Saved data entries

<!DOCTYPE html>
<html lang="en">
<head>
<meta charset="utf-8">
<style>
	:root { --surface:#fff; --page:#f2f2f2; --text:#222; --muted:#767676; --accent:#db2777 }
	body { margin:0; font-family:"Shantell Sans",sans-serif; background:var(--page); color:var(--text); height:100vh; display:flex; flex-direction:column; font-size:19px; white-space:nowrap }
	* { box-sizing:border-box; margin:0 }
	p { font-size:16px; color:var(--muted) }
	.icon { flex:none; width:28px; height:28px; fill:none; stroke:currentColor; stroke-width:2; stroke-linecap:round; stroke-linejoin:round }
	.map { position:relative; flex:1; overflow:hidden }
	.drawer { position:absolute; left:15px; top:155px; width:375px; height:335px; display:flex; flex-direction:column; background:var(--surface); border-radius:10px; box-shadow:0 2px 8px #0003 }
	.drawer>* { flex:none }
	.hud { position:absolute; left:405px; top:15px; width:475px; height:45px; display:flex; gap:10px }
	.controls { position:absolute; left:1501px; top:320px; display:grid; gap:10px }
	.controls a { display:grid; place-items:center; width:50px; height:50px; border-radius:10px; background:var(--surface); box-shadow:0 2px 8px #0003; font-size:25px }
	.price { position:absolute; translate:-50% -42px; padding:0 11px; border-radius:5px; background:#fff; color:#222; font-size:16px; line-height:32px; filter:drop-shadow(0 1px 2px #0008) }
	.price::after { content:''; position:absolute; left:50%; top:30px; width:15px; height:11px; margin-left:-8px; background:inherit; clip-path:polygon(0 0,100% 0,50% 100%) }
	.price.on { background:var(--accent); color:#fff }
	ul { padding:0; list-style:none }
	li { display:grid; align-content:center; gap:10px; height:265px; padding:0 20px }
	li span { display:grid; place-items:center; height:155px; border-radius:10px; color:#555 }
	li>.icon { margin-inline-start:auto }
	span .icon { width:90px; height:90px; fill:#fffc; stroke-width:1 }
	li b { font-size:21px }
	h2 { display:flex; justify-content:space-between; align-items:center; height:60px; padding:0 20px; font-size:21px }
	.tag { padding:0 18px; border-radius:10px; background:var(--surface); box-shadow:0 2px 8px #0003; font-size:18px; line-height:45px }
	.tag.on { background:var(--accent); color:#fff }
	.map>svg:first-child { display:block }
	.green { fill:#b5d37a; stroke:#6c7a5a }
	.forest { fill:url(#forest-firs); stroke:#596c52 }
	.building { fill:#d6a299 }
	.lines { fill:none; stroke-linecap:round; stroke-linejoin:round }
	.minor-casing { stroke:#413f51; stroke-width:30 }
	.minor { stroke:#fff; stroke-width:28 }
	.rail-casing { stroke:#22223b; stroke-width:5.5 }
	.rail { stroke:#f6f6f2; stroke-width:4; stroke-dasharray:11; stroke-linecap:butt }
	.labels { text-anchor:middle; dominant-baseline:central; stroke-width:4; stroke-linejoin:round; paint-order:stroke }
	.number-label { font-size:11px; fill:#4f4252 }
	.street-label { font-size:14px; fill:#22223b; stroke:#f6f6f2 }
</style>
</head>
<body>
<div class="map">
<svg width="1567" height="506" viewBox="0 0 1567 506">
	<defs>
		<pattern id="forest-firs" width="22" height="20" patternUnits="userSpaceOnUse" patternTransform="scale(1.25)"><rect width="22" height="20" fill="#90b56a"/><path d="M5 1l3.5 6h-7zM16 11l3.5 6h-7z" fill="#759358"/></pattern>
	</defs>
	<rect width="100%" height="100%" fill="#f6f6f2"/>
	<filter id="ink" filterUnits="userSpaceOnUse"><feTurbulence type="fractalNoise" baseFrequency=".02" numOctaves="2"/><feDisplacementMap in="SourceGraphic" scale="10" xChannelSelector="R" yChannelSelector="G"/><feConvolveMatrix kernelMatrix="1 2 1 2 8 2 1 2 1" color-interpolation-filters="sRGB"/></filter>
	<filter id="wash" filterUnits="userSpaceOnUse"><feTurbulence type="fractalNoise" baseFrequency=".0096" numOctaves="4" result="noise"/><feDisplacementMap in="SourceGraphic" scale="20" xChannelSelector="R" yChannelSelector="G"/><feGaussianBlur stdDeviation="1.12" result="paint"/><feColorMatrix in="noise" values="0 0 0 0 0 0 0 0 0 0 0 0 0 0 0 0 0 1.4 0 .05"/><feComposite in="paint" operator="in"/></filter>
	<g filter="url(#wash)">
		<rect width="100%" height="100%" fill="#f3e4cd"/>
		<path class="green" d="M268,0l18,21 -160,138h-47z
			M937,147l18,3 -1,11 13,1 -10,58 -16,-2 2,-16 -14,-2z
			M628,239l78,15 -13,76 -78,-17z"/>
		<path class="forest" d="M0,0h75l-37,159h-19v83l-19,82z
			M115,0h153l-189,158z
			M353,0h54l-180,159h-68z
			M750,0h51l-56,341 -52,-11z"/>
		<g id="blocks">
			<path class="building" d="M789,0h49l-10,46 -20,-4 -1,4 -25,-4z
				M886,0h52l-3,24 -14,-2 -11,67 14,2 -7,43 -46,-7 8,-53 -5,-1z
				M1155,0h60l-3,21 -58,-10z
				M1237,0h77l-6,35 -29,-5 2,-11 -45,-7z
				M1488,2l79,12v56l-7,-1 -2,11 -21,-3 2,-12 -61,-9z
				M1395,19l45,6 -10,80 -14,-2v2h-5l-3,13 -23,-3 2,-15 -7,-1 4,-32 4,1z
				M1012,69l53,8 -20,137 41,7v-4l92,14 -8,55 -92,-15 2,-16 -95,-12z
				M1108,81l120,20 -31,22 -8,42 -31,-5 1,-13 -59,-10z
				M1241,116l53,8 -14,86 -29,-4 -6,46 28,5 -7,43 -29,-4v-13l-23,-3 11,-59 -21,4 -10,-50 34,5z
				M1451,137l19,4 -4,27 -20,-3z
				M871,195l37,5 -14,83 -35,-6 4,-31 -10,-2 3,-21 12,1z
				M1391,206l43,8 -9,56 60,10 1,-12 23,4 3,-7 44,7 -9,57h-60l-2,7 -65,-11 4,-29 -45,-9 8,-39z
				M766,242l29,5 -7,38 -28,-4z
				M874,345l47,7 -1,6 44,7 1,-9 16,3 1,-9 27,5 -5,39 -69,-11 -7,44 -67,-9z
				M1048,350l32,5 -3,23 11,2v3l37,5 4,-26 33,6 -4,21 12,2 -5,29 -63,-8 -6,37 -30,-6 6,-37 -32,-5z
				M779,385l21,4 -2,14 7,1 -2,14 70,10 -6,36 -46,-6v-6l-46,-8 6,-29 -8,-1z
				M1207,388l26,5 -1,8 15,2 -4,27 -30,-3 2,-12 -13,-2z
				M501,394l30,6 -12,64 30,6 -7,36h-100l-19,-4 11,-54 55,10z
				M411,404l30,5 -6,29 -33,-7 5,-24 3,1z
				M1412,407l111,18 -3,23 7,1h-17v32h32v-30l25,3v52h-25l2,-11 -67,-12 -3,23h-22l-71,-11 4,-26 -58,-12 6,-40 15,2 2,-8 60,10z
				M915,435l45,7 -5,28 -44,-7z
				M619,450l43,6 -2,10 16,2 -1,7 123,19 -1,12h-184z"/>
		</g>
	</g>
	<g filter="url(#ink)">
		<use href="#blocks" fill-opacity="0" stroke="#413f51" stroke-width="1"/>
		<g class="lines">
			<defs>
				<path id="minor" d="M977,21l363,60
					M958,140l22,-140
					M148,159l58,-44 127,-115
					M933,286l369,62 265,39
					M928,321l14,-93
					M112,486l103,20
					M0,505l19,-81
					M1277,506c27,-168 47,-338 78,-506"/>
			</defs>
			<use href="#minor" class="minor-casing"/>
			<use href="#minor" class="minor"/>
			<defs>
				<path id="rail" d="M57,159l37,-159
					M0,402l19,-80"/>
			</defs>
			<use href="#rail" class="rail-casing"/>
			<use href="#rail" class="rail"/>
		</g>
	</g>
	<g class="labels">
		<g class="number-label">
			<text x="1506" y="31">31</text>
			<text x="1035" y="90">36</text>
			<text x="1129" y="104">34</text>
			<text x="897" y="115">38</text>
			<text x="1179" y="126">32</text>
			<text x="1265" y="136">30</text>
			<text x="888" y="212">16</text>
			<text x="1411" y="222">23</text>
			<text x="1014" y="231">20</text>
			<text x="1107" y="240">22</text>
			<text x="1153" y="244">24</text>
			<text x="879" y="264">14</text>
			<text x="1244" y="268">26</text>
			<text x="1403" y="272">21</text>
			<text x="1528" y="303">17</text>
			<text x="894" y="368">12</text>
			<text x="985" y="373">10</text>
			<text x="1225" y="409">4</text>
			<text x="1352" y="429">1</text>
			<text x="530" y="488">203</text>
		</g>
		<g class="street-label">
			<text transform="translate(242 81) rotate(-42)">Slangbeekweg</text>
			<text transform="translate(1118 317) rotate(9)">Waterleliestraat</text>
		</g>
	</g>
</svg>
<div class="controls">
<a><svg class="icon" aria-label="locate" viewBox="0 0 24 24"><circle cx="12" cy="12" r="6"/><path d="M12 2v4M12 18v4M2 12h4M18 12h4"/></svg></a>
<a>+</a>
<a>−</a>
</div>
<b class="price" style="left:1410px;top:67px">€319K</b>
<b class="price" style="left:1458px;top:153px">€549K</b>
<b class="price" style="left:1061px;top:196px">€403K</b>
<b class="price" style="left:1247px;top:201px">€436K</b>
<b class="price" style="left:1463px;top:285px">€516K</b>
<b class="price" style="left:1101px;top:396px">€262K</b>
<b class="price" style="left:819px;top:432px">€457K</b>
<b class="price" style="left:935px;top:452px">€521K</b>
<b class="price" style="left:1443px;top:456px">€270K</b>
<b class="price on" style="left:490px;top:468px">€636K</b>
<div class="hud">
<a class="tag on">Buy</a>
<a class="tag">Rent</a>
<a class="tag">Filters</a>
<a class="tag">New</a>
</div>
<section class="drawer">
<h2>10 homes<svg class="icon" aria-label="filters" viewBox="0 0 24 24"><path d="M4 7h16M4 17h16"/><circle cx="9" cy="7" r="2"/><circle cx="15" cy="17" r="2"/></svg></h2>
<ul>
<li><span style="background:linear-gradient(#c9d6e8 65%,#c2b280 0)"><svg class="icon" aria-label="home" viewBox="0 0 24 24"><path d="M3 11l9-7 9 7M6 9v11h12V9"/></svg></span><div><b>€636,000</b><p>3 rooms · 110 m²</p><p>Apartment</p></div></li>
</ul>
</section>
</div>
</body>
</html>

Problem requirements
Pull every line with "controls" from the records.

Solution for this problem
	.controls { position:absolute; left:1501px; top:320px; display:grid; gap:10px }
	.controls a { display:grid; place-items:center; width:50px; height:50px; border-radius:10px; background:var(--surface); box-shadow:0 2px 8px #0003; font-size:25px }
<div class="controls">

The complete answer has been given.